### MATERIAL PROVIDED

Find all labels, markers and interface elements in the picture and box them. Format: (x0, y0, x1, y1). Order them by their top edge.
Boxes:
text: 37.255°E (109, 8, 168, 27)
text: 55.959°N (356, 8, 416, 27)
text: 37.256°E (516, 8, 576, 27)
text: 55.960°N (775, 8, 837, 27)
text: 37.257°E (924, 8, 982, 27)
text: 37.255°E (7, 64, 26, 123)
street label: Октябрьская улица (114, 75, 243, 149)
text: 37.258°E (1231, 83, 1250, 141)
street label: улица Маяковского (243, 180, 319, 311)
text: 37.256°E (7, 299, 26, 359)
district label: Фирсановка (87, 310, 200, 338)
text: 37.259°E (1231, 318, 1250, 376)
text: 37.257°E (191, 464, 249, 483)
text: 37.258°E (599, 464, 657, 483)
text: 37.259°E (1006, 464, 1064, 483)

### THE TASK
Repeat the records above exactly.

### THE COMPLETED TASK
Find all labels, markers and interface elements in the picture and box them. Format: (x0, y0, x1, y1). Order them by their top edge.
Boxes:
text: 37.255°E (109, 8, 168, 27)
text: 55.959°N (356, 8, 416, 27)
text: 37.256°E (516, 8, 576, 27)
text: 55.960°N (775, 8, 837, 27)
text: 37.257°E (924, 8, 982, 27)
text: 37.255°E (7, 64, 26, 123)
street label: Октябрьская улица (114, 75, 243, 149)
text: 37.258°E (1231, 83, 1250, 141)
street label: улица Маяковского (243, 180, 319, 311)
text: 37.256°E (7, 299, 26, 359)
district label: Фирсановка (87, 310, 200, 338)
text: 37.259°E (1231, 318, 1250, 376)
text: 37.257°E (191, 464, 249, 483)
text: 37.258°E (599, 464, 657, 483)
text: 37.259°E (1006, 464, 1064, 483)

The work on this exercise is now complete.